In our study, it is possible that the skin microbiome is responding to inflammation and AN-associated skin changes in patients with AN as nutritional status improves. Although not significant, we find Lactobacillus to increase in patients with AN with weight gain at the inner elbow and lower arm. Conversely, Lactobacillus decreases at the forehead, but here, we also find increasing total bacterial load, which significantly correlates with increasing psoriasin concentrations, and we further observe a non-significant increase in Staphylococcus at the forehead (Supplementary Fig. S3, Supplementary Table S5). The synergistic actions of Lactobacillus, Propionibacterium, and Staphylococcus to mitigate inflammation and repair skin integrity could perhaps explain why we did not observe significant differences between patients with AN before and after weight gain when analyzing these taxa individually.
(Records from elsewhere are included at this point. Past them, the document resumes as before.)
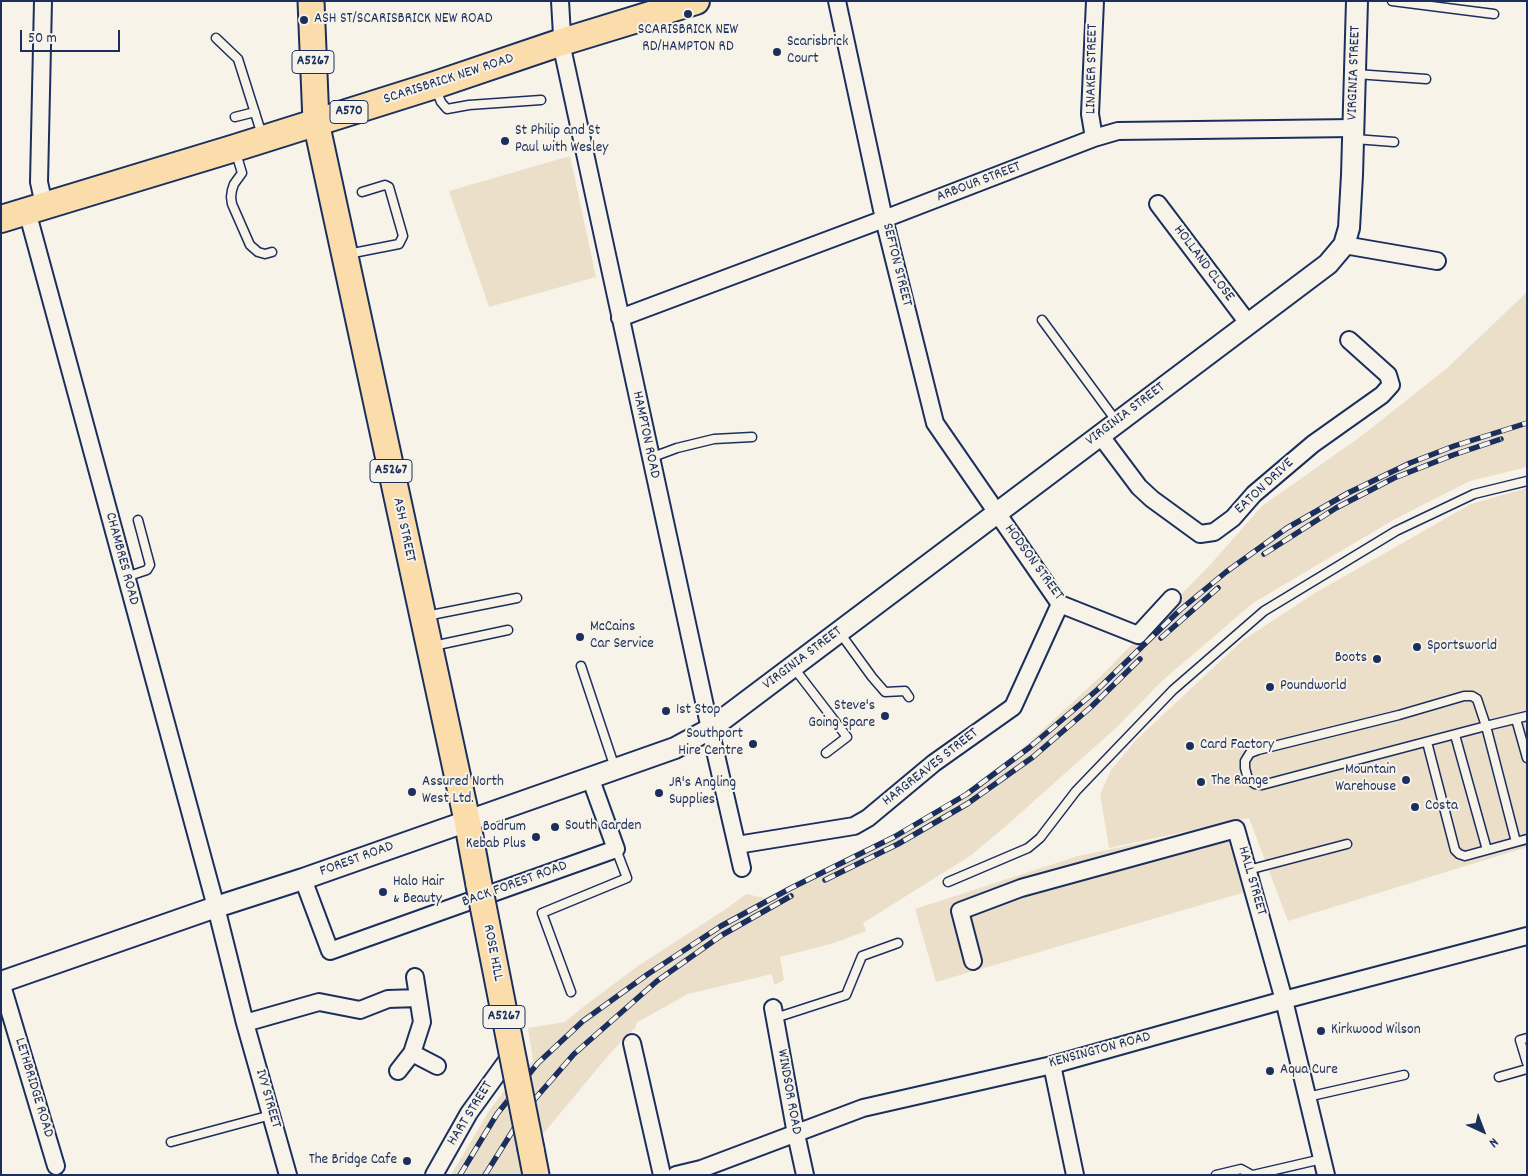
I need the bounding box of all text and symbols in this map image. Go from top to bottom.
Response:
marker: SCARISBRICK NEW RD/HAMPTON RD [682,8,694,20]
place label: ASH ST/SCARISBRICK NEW ROAD [314,11,493,29]
marker: ASH ST/SCARISBRICK NEW ROAD [298,14,310,26]
scale bar [22,20,122,52]
place label: SCARISBRICK NEW RD/HAMPTON RD [638,22,738,57]
street label: LINAKER STREET [1083,24,1103,114]
street label: VIRGINIA STREET [1344,25,1366,121]
text: 50 m [28,28,57,50]
place label: Scarisbrick Court [787,34,848,69]
marker: Scarisbrick Court [771,46,783,58]
street label: SCARISBRICK NEW ROAD [382,50,516,110]
road number: A5267 [292,51,334,74]
road number: A570 [330,100,368,124]
place label: St Philip and St Paul with Wesley [515,123,608,158]
marker: St Philip and St Paul with Wesley [499,135,511,147]
street label: ARBOUR STREET [934,159,1024,207]
street label: SEFTON STREET [877,222,915,308]
street label: HOLLAND CLOSE [1168,222,1238,306]
street label: VIRGINIA STREET [1083,379,1169,451]
street label: HAMPTON ROAD [627,390,663,480]
street label: EATON DRIVE [1232,455,1298,519]
road number: A5267 [370,460,412,482]
street label: ASH STREET [387,496,419,564]
street label: CHAMBRES ROAD [100,511,142,607]
street label: HODSON STREET [999,521,1067,605]
place label: McCains Car Service [590,619,654,654]
street label: VIRGINIA STREET [760,623,846,695]
marker: McCains Car Service [574,631,586,643]
place label: Sportsworld [1427,638,1497,656]
marker: Sportsworld [1411,641,1423,653]
place label: Boots [1335,650,1367,668]
marker: Boots [1371,653,1383,665]
place label: Poundworld [1280,678,1346,696]
marker: Poundworld [1264,681,1276,693]
place label: Steve's Going Spare [808,698,875,733]
place label: 1st Stop [676,702,720,720]
marker: 1st Stop [660,705,672,717]
marker: Steve's Going Spare [879,710,891,722]
street label: HARGREAVES STREET [879,725,983,811]
place label: Southport Hire Centre [678,726,743,761]
place label: Card Factory [1200,737,1274,755]
marker: Southport Hire Centre [747,738,759,750]
marker: Card Factory [1184,740,1196,752]
place label: Mountain Warehouse [1335,762,1396,797]
place label: The Range [1211,773,1268,791]
place label: Assured North West Ltd. [422,774,504,809]
marker: Mountain Warehouse [1400,774,1412,786]
place label: JR's Angling Supplies [669,775,736,810]
marker: The Range [1195,776,1207,788]
marker: Assured North West Ltd. [406,786,418,798]
marker: JR's Angling Supplies [653,787,665,799]
place label: Costa [1425,798,1458,816]
marker: Costa [1409,801,1421,813]
place label: South Garden [565,818,641,836]
place label: Bodrum Kebab Plus [466,819,526,854]
marker: South Garden [549,821,561,833]
marker: Bodrum Kebab Plus [530,831,542,843]
street label: FOREST ROAD [318,838,396,882]
street label: HALL STREET [1233,844,1269,918]
street label: BACK FOREST ROAD [460,858,570,912]
place label: Halo Hair & Beauty [393,874,444,909]
marker: Halo Hair & Beauty [377,886,389,898]
street label: ROSE HILL [478,923,506,983]
road number: A5267 [483,1006,525,1028]
place label: Kirkwood Wilson [1331,1022,1421,1040]
marker: Kirkwood Wilson [1315,1025,1327,1037]
street label: KENSINGTON ROAD [1047,1029,1153,1073]
street label: LETHBRIDGE ROAD [9,1036,57,1140]
street label: WINDSOR ROAD [772,1048,804,1136]
place label: Aqua Cure [1280,1062,1338,1080]
marker: Aqua Cure [1264,1065,1276,1077]
street label: IVY STREET [250,1068,284,1130]
street label: HART STREET [444,1079,498,1149]
north arrow [1458,1106,1508,1156]
text: N [1484,1132,1503,1152]
place label: The Bridge Cafe [309,1152,397,1170]
marker: The Bridge Cafe [401,1155,413,1167]

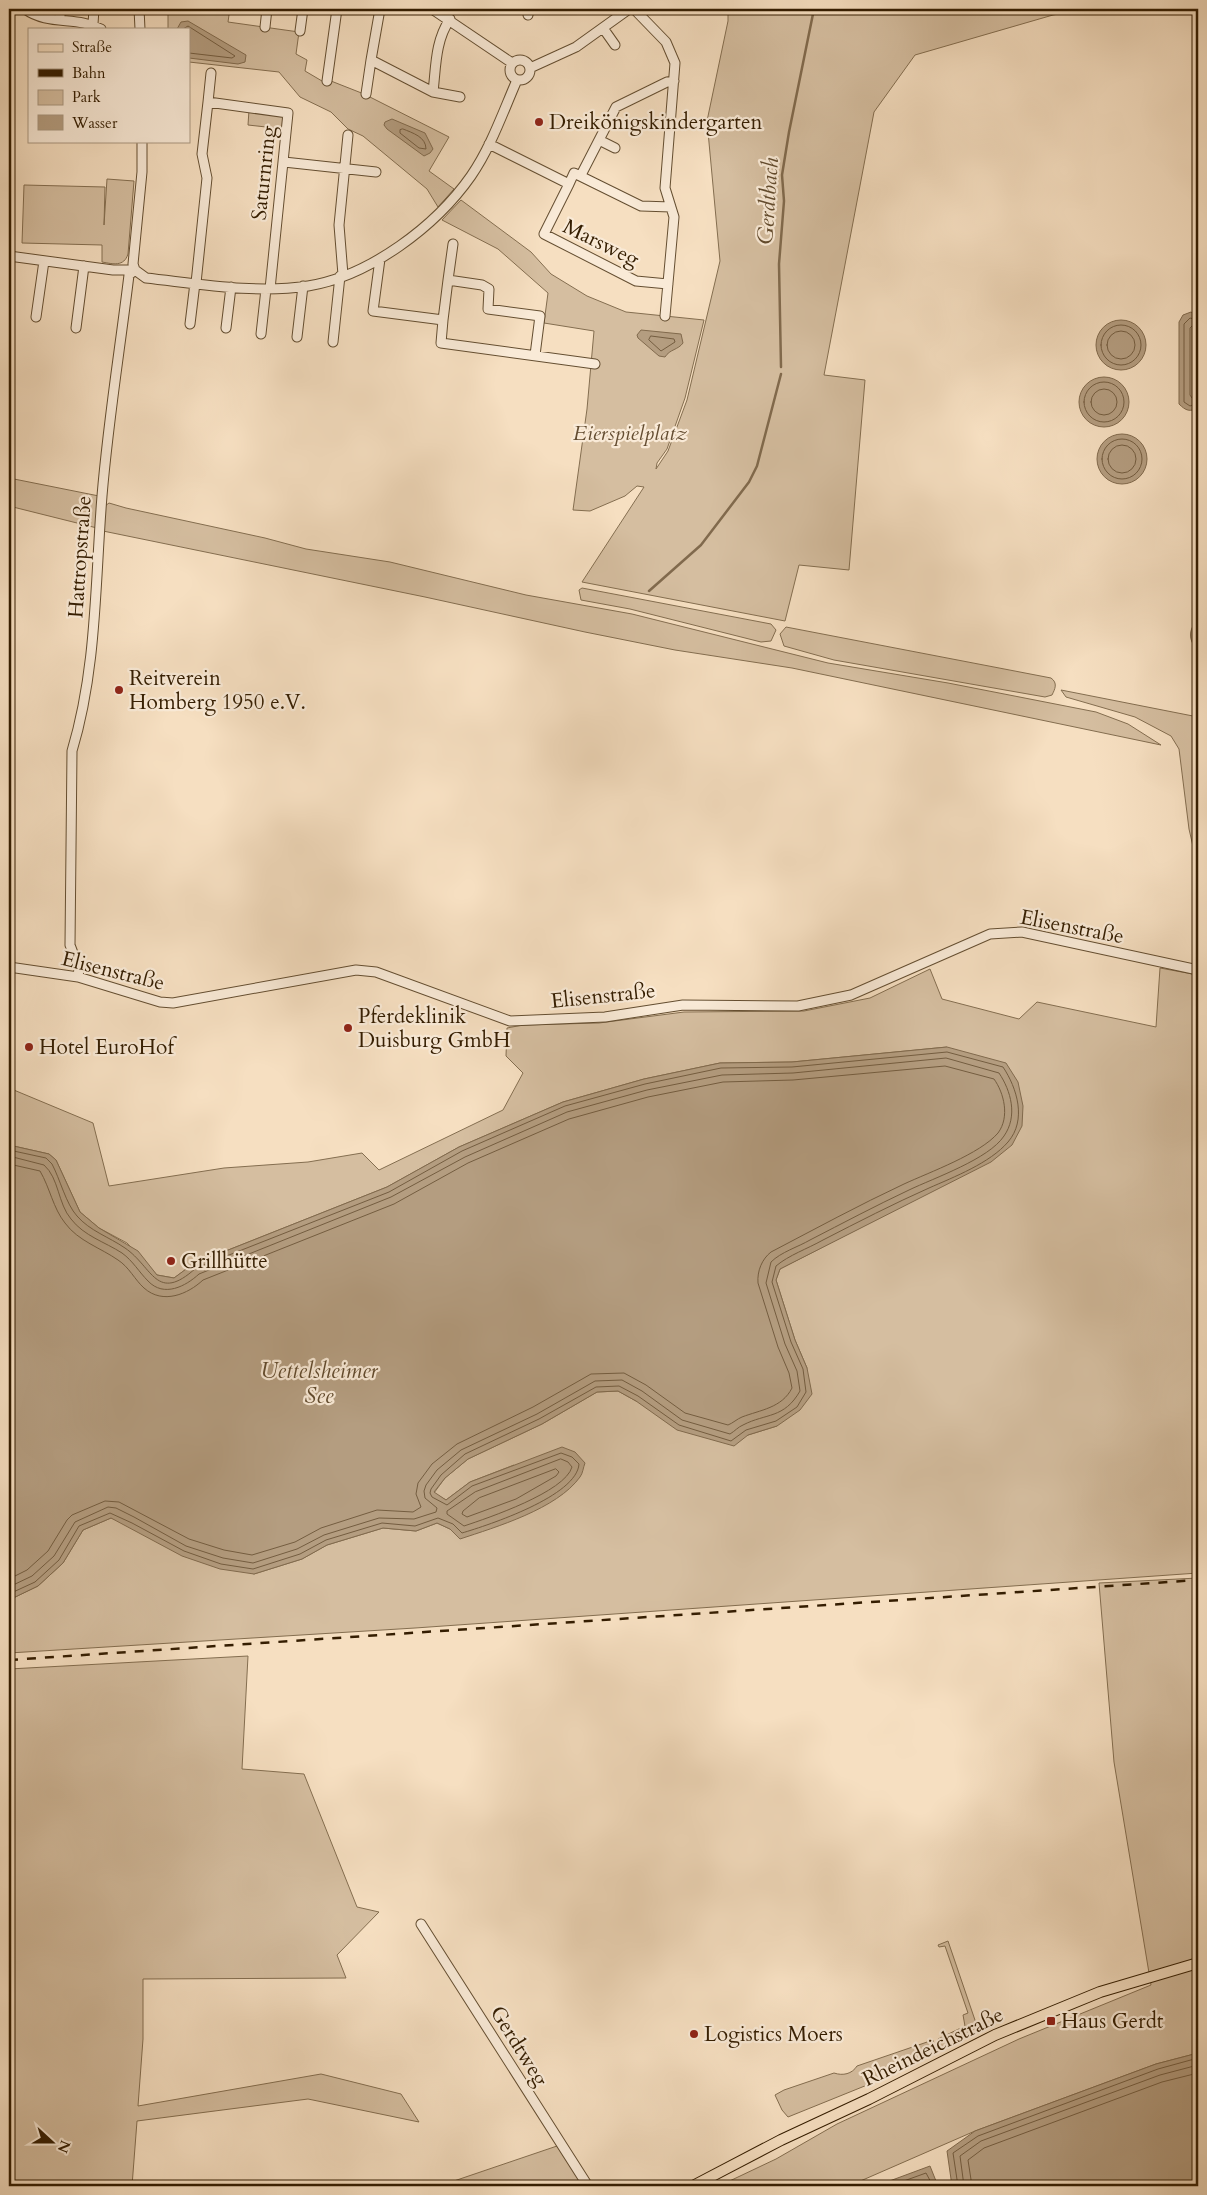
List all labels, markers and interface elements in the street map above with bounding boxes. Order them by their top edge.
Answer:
legend [28,28,190,142]
text: Straße [72,37,112,57]
text: Bahn [72,63,106,83]
text: Park [72,87,101,107]
place label: Dreikönigskindergarten [549,108,763,137]
text: Wasser [71,113,118,133]
marker: Dreikönigskindergarten [533,116,545,128]
street label: Saturnring [245,124,283,222]
water label: Gerdtbach [750,156,786,246]
street label: Marsweg [558,212,644,274]
park label: Eierspielplatz [573,419,687,448]
street label: Hattropstraße [61,495,99,619]
place label: Reitverein Homberg 1950 e.V. [129,664,306,717]
marker: Reitverein Homberg 1950 e.V. [113,684,125,696]
street label: Elisenstraße [1018,903,1126,951]
street label: Elisenstraße [58,944,168,998]
street label: Elisenstraße [549,976,657,1016]
place label: Pferdeklinik Duisburg GmbH [358,1002,511,1055]
marker: Pferdeklinik Duisburg GmbH [342,1022,354,1034]
place label: Hotel EuroHof [39,1033,177,1062]
marker: Hotel EuroHof [23,1041,35,1053]
place label: Grillhütte [181,1247,268,1276]
marker: Grillhütte [165,1255,177,1267]
water label: Uettelsheimer See [260,1356,379,1411]
street label: Gerdtweg [483,2000,555,2092]
street label: Rheindeichstraße [858,2000,1008,2094]
place label: Haus Gerdt [1061,2007,1164,2036]
marker: Haus Gerdt [1045,2015,1057,2027]
place label: Logistics Moers [704,2020,843,2049]
marker: Logistics Moers [688,2028,700,2040]
north arrow [28,2118,78,2168]
text: N [53,2137,75,2156]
Indeed, when we visualized the sums of the relative abundances for Lactobacillus, Propionibacterium, and Staphylococcus, we observe a significant difference in relative abundance between patients with AN before and after weight gain and between HC and patients before weight gain. Notably, the sum of these relative abundances in patients with AN after weight gain is not significantly different from HC (Supplementary Fig S4).
Lastly, our findings contribute to the growing body of evidence demonstrating that BMI significantly associates with skin microbial diversity. In a study of underweight (BMI 15–18.5), normal-weight (BMI 18.5–25.0), overweight (BMI 25–30), and obese individuals (BMI 30.0–45.0), Brandwein et al.66 found that skin microbial diversity was significantly associated with BMI. Specifically, the authors reported a significant difference in skin microbial diversity between underweight and overweight/ obese individuals and between underweight and normal-weight individuals, but not between normal-weight and overweight/ obese individuals. While limited in terms of sample size and weight categories (underweight and normal-weight only), our work supports the finding that features of the human skin microbiome covary with BMI.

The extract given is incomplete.